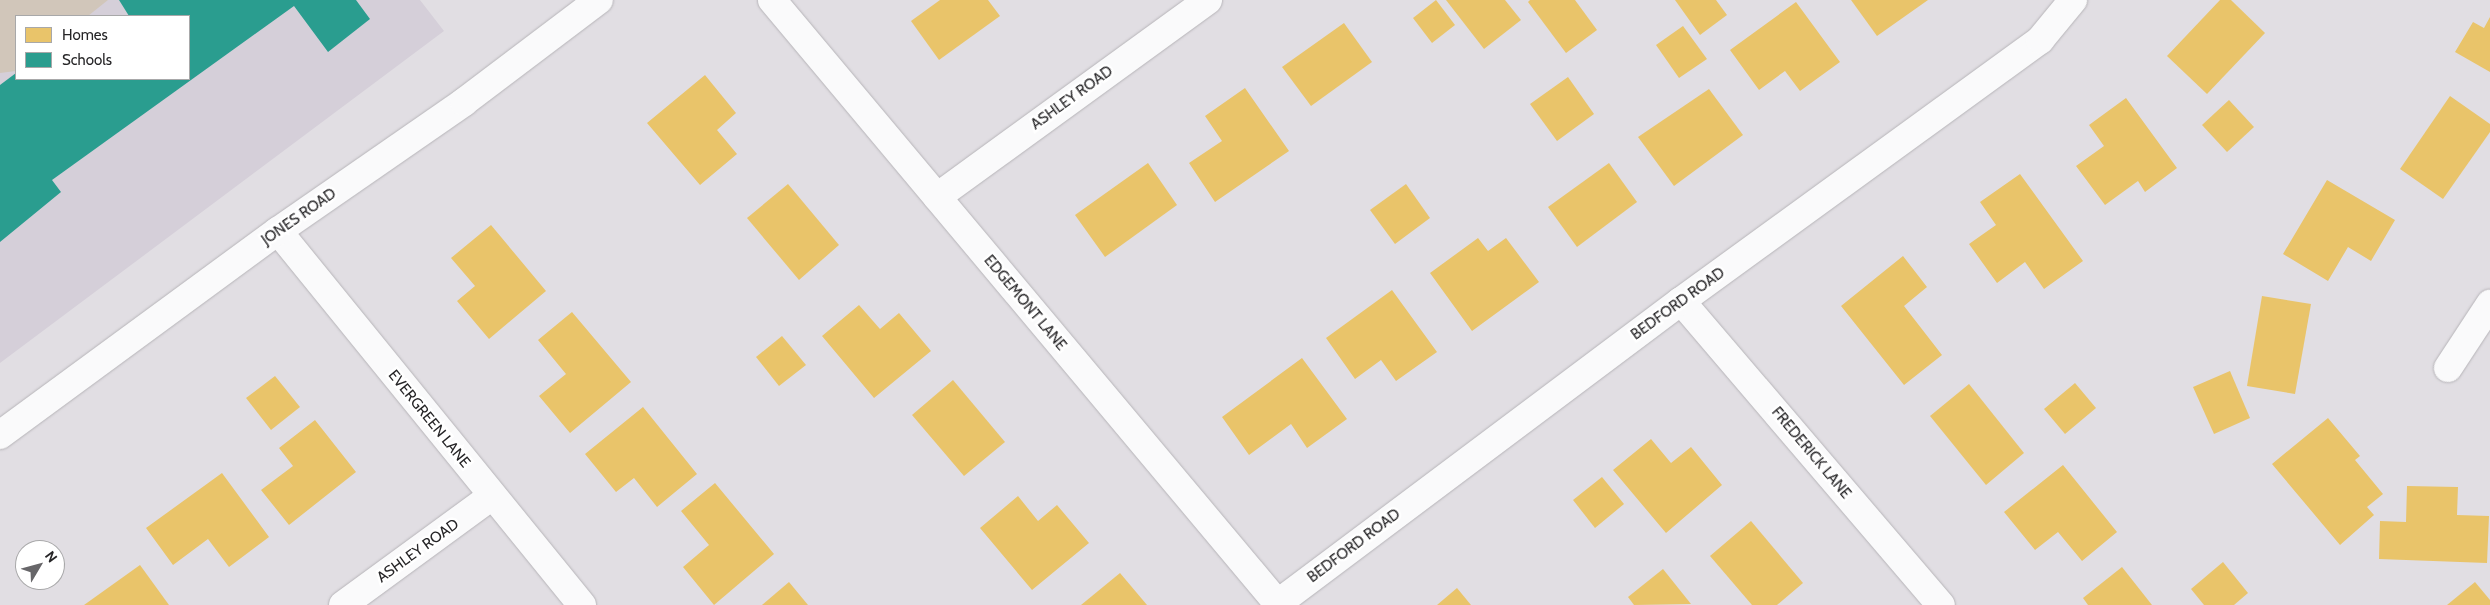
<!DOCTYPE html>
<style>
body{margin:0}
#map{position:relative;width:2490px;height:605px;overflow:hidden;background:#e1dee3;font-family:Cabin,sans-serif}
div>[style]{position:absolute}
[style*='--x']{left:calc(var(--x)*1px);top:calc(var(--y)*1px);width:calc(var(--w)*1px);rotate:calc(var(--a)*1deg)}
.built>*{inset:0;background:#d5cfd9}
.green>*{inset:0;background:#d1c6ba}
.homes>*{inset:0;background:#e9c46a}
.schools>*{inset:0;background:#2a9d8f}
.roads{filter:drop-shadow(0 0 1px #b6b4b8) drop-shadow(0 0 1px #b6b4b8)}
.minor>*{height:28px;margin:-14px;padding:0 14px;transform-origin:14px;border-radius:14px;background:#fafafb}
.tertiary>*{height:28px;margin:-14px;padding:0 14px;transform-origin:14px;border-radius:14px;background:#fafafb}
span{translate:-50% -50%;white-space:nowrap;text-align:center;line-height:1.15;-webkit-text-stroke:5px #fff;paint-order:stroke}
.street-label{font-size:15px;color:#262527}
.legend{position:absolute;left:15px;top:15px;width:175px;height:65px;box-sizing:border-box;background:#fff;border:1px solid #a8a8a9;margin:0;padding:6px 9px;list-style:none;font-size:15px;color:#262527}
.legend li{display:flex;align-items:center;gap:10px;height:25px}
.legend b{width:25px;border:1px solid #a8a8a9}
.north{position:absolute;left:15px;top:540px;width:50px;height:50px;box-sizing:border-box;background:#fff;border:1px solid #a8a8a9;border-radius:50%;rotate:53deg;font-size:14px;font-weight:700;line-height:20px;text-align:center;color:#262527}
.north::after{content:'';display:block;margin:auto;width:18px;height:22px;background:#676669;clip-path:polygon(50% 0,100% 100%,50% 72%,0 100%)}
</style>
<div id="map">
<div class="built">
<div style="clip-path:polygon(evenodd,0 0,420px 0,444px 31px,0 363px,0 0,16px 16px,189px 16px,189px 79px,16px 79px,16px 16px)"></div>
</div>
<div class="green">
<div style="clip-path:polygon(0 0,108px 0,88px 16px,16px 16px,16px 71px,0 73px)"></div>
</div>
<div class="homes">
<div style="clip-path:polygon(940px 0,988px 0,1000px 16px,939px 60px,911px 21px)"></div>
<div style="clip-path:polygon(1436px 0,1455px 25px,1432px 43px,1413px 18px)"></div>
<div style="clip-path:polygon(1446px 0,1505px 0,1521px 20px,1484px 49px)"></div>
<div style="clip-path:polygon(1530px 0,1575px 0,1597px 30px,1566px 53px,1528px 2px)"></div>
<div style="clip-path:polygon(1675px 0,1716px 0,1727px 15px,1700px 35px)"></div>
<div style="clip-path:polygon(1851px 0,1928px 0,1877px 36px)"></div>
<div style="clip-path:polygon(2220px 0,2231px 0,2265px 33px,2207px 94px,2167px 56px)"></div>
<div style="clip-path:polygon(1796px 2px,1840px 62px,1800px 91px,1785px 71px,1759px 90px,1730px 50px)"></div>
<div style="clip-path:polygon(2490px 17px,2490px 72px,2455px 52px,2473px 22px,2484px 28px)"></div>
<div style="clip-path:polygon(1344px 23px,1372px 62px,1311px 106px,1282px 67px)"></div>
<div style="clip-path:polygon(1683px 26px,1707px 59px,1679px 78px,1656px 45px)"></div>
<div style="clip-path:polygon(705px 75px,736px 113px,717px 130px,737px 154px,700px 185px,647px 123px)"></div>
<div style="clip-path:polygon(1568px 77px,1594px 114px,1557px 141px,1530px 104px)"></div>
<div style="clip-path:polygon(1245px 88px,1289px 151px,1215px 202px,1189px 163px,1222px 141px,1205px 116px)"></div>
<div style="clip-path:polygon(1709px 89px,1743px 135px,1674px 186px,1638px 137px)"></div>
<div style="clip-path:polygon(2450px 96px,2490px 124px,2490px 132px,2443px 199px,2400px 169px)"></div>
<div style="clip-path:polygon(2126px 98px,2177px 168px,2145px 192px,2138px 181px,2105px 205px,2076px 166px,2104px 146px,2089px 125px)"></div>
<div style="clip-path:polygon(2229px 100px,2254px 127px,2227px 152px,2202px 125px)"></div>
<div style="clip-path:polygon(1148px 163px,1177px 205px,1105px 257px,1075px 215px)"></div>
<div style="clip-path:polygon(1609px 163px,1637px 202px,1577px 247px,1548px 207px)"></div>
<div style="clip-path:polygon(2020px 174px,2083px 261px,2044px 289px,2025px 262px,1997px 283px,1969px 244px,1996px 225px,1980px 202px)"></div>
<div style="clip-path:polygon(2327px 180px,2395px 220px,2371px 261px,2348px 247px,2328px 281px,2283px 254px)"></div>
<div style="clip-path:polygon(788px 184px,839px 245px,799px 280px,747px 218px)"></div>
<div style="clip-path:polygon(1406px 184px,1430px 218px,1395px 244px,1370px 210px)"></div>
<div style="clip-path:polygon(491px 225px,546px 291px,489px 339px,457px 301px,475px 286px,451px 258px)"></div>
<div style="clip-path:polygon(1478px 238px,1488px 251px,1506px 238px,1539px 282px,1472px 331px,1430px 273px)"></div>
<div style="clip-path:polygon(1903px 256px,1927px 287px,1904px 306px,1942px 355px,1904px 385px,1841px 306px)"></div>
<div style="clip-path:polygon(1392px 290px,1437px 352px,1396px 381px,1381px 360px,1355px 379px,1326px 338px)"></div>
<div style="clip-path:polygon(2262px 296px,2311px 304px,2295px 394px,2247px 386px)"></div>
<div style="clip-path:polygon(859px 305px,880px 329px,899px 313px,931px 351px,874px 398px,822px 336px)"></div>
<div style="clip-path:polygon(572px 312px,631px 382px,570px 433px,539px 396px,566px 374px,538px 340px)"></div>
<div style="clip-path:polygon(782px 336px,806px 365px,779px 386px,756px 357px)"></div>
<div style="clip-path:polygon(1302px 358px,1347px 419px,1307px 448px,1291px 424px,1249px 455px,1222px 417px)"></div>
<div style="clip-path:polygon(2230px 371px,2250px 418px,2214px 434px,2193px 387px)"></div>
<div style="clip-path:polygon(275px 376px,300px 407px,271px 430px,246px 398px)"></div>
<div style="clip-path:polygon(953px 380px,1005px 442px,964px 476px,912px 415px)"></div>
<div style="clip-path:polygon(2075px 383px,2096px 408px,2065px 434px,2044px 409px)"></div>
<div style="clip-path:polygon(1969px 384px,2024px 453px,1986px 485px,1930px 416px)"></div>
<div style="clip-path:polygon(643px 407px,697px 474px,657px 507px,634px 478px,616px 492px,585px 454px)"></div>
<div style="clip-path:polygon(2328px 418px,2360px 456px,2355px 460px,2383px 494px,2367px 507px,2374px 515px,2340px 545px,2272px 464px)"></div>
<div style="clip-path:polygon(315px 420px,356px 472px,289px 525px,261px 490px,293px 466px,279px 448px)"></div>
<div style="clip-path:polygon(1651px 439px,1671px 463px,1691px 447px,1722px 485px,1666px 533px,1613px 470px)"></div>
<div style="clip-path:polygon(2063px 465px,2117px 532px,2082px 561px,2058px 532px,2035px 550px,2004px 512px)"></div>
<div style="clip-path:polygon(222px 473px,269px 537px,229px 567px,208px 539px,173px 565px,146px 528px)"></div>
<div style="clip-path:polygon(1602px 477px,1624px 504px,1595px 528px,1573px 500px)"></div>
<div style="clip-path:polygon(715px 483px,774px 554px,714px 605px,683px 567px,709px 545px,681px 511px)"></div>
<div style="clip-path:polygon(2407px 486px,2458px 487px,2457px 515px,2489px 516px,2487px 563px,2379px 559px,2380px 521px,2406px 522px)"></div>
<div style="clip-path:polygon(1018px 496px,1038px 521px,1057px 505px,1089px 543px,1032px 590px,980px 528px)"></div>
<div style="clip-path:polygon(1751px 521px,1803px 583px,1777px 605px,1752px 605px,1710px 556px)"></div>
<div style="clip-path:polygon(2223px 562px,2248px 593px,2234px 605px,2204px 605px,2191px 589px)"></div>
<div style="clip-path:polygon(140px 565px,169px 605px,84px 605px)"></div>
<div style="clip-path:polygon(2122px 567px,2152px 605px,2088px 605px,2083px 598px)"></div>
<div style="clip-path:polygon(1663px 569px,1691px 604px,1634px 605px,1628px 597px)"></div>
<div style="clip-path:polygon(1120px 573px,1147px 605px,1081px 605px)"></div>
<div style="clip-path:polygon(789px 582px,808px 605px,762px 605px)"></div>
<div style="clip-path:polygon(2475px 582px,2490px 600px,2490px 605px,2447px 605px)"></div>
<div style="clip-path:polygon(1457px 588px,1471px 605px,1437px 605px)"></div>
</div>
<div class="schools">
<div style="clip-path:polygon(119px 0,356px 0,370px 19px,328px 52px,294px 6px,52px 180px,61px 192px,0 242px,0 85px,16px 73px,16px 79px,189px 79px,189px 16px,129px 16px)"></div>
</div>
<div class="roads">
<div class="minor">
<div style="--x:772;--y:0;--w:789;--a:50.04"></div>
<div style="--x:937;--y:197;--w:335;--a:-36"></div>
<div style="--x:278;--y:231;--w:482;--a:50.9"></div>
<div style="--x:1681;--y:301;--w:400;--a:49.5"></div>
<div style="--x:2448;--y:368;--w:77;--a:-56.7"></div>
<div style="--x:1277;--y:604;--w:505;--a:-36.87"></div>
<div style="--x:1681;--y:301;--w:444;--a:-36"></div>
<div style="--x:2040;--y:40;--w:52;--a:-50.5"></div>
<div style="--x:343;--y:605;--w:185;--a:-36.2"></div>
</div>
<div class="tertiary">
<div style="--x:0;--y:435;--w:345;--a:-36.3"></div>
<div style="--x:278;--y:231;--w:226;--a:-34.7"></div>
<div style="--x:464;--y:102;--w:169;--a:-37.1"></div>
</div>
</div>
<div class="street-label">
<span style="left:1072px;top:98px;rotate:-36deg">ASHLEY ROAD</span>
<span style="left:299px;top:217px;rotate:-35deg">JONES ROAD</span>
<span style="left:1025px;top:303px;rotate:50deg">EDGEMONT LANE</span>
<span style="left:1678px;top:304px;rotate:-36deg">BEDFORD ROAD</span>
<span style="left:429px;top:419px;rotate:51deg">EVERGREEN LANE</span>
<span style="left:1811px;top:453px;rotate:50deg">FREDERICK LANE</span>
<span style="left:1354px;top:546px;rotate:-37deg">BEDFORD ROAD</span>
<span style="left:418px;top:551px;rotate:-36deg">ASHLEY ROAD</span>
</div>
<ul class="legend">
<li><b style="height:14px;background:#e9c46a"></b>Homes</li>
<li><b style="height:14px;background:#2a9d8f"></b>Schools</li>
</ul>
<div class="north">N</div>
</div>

---

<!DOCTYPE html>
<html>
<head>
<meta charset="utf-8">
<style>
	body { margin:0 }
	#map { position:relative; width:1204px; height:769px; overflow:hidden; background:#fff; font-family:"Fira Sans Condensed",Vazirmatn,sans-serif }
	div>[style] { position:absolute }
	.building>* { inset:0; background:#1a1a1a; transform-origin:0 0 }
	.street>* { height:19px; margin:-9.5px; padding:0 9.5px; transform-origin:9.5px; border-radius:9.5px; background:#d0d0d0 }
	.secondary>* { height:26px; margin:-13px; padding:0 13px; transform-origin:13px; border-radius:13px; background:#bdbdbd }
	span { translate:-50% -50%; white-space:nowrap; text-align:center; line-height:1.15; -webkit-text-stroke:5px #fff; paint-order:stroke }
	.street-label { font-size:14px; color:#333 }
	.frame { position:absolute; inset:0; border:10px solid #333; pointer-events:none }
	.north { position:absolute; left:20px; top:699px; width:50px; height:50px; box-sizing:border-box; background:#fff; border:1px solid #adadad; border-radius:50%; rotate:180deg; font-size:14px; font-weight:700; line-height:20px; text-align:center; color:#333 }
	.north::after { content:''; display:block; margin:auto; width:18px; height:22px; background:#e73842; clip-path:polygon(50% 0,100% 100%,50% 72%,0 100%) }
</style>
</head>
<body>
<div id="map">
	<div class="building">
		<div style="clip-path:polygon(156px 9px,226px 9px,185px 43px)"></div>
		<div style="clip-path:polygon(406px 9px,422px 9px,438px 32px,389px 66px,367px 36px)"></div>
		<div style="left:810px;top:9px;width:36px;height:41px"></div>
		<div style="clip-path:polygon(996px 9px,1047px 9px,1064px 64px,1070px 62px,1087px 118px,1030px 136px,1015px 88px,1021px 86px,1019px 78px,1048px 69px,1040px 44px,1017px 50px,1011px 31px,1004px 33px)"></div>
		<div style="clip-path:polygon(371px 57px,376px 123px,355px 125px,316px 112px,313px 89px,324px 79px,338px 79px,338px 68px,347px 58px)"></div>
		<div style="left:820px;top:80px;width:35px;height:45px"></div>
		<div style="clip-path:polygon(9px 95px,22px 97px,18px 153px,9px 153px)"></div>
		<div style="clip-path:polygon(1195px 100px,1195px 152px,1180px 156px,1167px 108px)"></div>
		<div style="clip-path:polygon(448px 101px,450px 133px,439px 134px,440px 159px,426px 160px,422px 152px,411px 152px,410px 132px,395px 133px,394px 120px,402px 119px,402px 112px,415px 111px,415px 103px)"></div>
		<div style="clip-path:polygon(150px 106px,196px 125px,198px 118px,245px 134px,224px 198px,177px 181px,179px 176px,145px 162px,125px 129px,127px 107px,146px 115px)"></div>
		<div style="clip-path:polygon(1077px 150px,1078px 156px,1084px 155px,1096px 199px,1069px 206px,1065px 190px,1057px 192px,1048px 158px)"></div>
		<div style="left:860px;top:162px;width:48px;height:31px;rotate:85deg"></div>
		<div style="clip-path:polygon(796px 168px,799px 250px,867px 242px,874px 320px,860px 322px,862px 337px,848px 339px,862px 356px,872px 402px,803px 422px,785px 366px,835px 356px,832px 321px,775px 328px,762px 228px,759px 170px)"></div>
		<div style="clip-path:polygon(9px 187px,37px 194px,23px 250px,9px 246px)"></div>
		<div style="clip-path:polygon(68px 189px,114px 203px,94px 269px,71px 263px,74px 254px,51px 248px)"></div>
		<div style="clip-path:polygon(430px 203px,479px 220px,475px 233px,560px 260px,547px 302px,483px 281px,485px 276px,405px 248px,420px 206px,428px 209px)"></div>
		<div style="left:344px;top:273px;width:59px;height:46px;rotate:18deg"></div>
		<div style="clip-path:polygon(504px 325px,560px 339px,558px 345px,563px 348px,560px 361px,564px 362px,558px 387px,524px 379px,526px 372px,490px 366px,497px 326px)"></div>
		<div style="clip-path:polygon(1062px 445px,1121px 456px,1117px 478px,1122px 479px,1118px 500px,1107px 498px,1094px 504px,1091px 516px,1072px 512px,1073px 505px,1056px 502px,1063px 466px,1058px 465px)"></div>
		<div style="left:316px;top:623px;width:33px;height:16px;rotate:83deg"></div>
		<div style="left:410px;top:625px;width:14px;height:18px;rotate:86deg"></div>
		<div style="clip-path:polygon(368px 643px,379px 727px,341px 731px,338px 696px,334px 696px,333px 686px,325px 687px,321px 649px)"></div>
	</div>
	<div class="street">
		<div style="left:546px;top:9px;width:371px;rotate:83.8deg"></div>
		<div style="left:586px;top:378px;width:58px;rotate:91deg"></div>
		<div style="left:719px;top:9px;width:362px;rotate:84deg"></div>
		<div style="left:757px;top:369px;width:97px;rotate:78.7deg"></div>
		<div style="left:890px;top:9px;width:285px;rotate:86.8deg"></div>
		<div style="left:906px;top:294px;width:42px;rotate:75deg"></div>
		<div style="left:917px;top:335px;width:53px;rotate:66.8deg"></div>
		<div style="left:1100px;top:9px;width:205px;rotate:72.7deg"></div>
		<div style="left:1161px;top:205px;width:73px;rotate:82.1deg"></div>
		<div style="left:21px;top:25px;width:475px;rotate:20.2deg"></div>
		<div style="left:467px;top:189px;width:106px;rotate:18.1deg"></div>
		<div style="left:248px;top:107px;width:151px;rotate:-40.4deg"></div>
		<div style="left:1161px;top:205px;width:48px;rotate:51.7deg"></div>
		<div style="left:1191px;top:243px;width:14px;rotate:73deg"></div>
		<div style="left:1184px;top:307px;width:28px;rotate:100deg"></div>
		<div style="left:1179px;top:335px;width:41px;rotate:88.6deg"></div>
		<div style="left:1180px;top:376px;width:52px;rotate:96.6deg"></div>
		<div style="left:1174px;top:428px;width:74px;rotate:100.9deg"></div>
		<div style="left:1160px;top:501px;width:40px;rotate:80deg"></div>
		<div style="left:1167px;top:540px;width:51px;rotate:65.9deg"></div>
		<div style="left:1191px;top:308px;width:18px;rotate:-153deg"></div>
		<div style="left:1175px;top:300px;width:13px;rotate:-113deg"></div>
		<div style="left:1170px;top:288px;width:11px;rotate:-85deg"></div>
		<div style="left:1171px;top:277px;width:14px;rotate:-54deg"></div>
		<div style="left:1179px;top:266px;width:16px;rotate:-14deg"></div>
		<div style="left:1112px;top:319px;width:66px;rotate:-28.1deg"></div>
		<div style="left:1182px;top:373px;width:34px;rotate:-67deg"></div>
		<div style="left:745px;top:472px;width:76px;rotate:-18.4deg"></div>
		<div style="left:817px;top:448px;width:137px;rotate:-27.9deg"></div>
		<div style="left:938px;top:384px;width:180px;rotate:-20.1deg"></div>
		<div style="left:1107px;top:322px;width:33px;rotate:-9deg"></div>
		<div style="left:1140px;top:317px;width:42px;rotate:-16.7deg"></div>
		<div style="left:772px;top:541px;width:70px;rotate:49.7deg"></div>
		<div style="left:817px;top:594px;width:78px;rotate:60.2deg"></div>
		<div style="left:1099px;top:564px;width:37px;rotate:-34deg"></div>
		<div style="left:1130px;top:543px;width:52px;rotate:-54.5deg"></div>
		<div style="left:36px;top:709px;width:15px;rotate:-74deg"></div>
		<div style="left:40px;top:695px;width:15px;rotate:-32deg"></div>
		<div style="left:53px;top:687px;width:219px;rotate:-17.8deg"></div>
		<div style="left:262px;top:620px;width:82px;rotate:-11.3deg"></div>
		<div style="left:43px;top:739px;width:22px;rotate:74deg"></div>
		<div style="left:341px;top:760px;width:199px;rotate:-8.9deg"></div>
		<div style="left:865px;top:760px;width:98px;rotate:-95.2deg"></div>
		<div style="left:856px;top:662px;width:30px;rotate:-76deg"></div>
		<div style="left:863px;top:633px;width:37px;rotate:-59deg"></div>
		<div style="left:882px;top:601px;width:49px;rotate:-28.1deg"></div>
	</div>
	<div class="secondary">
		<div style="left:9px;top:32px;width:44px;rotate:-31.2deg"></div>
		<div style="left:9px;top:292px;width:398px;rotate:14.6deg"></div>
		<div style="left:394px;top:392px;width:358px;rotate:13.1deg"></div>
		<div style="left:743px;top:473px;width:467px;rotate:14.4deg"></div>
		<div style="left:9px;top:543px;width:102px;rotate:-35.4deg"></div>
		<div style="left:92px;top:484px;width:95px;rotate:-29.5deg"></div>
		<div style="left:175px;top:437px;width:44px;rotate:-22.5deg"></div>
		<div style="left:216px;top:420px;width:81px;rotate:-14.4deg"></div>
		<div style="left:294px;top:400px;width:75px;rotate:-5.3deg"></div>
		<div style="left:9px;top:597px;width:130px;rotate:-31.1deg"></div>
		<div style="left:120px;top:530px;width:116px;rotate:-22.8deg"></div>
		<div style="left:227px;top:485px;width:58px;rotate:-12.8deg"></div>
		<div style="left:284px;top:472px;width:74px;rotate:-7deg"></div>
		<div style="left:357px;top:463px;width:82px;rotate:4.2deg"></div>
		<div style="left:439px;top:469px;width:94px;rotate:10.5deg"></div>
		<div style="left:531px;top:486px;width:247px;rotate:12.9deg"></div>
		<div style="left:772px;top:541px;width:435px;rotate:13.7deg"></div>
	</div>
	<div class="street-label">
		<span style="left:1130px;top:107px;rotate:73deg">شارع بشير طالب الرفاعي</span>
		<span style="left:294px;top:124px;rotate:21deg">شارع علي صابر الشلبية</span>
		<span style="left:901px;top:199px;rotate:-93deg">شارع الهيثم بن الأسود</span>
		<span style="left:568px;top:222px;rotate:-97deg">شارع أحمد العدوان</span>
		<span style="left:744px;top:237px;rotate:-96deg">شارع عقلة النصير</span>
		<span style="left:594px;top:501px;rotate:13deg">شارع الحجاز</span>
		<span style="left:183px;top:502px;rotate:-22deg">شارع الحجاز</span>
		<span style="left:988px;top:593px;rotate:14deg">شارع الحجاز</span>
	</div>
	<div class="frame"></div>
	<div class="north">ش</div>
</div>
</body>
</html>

#### TASK REQUIREMENTS
Where in the listing does the string "hidden" appear? Copy every line that has it.

#### YOUR SOLUTION
#map{position:relative;width:2490px;height:605px;overflow:hidden;background:#e1dee3;font-family:Cabin,sans-serif}
	#map { position:relative; width:1204px; height:769px; overflow:hidden; background:#fff; font-family:"Fira Sans Condensed",Vazirmatn,sans-serif }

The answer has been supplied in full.